--- EXERCISE INSTRUCTIONS ---
Check every line below for the word "green" and copy the ones that have it.

--- PROVIDED INFORMATION ---
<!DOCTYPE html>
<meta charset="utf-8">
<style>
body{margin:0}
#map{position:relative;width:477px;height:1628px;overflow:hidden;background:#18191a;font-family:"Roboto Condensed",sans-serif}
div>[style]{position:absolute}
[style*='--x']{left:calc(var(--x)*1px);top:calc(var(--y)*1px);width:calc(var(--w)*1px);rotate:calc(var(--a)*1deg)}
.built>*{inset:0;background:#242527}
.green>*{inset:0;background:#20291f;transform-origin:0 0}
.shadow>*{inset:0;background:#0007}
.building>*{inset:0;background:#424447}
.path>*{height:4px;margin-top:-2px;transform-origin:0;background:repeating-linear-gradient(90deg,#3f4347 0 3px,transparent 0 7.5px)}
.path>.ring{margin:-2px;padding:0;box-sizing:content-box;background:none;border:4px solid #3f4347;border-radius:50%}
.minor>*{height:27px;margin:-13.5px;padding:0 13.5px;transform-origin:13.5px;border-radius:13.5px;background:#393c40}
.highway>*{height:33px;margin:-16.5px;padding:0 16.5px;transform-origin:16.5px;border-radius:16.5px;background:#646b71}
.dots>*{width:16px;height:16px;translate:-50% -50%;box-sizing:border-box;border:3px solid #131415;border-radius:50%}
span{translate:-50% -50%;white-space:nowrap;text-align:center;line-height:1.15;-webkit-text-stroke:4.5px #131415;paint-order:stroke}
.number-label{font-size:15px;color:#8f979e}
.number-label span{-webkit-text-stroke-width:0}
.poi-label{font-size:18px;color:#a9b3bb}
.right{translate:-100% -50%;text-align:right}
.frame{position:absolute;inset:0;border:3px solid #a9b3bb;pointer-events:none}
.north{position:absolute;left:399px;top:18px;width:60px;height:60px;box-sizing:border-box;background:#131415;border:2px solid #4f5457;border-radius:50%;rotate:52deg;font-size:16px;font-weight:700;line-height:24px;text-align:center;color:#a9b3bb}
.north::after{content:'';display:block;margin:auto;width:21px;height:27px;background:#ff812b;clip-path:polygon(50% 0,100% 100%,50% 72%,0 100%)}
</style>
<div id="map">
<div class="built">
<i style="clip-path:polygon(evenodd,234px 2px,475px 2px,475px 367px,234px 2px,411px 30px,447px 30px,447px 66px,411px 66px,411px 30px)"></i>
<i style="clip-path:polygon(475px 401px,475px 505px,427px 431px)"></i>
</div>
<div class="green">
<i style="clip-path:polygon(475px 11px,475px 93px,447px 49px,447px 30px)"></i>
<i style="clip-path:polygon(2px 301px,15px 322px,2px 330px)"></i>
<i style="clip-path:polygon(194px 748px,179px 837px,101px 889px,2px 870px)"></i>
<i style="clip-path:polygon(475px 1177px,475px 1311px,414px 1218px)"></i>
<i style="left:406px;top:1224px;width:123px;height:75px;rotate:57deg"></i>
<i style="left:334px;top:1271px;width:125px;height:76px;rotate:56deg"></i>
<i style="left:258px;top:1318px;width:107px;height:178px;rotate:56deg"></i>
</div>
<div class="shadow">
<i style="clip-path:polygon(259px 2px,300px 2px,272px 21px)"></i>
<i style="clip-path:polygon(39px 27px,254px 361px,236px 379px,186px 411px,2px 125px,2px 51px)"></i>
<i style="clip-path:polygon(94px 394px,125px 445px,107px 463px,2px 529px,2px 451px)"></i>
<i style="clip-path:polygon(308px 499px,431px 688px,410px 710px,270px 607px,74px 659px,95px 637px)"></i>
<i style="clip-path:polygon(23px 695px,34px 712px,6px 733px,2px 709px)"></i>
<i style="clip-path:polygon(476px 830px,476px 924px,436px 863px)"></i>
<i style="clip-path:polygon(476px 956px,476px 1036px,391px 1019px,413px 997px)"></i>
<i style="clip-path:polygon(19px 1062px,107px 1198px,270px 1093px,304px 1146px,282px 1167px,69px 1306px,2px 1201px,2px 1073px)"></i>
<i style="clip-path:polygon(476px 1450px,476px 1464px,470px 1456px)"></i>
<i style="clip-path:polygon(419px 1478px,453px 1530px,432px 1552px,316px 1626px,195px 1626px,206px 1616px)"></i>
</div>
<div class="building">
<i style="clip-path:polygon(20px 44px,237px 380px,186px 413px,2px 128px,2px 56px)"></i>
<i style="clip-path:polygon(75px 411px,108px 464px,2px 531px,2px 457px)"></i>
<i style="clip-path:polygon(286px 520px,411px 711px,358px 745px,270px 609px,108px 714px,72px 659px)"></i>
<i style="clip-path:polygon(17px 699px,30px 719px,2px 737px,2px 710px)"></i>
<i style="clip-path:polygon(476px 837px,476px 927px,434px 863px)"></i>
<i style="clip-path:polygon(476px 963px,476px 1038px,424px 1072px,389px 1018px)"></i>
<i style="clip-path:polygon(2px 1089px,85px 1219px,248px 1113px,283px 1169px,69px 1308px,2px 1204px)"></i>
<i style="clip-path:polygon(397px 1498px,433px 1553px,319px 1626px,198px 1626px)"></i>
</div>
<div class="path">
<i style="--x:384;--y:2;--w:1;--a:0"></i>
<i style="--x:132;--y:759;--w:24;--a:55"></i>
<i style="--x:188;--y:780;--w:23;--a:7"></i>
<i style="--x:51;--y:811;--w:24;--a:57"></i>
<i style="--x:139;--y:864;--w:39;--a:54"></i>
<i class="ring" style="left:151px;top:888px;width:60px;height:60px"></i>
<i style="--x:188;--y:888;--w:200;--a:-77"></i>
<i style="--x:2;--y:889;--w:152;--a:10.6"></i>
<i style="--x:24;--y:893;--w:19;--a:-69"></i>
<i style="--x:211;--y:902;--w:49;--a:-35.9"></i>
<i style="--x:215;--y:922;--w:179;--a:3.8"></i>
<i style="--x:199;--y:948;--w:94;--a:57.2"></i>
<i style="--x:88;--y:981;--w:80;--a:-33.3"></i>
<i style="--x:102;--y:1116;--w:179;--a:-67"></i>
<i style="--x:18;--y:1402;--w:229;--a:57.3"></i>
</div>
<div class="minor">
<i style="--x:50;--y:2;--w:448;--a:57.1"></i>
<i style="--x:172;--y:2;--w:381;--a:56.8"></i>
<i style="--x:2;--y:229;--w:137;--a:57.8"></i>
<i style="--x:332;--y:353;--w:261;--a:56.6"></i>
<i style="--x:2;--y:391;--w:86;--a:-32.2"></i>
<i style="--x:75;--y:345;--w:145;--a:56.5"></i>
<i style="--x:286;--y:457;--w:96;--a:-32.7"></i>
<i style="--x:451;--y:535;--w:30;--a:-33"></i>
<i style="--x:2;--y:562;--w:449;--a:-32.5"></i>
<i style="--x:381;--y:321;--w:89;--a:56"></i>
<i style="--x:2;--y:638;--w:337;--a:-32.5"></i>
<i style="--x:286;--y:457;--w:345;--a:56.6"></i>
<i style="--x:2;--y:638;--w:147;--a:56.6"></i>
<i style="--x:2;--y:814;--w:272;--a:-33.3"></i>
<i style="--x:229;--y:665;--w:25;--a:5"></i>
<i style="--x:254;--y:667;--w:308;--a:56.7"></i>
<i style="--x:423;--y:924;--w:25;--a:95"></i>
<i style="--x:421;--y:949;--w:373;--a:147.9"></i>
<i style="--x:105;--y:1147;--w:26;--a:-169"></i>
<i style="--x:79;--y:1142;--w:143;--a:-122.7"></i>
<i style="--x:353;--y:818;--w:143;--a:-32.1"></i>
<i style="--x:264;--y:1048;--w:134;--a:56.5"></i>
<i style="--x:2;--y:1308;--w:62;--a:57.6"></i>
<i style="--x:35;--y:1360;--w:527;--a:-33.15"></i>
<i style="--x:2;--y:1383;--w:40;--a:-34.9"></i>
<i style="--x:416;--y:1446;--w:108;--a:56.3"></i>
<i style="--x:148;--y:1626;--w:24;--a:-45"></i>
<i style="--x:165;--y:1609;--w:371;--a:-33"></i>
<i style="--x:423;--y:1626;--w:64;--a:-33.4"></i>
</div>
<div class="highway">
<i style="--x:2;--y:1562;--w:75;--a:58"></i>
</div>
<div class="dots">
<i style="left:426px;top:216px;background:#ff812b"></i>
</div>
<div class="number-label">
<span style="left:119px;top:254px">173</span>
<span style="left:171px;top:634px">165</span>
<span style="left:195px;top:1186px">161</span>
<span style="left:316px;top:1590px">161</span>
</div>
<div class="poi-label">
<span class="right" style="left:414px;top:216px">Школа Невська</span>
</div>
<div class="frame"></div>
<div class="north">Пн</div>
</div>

--- SOLUTION FOR THIS TASK ---
.green>*{inset:0;background:#20291f;transform-origin:0 0}
<div class="green">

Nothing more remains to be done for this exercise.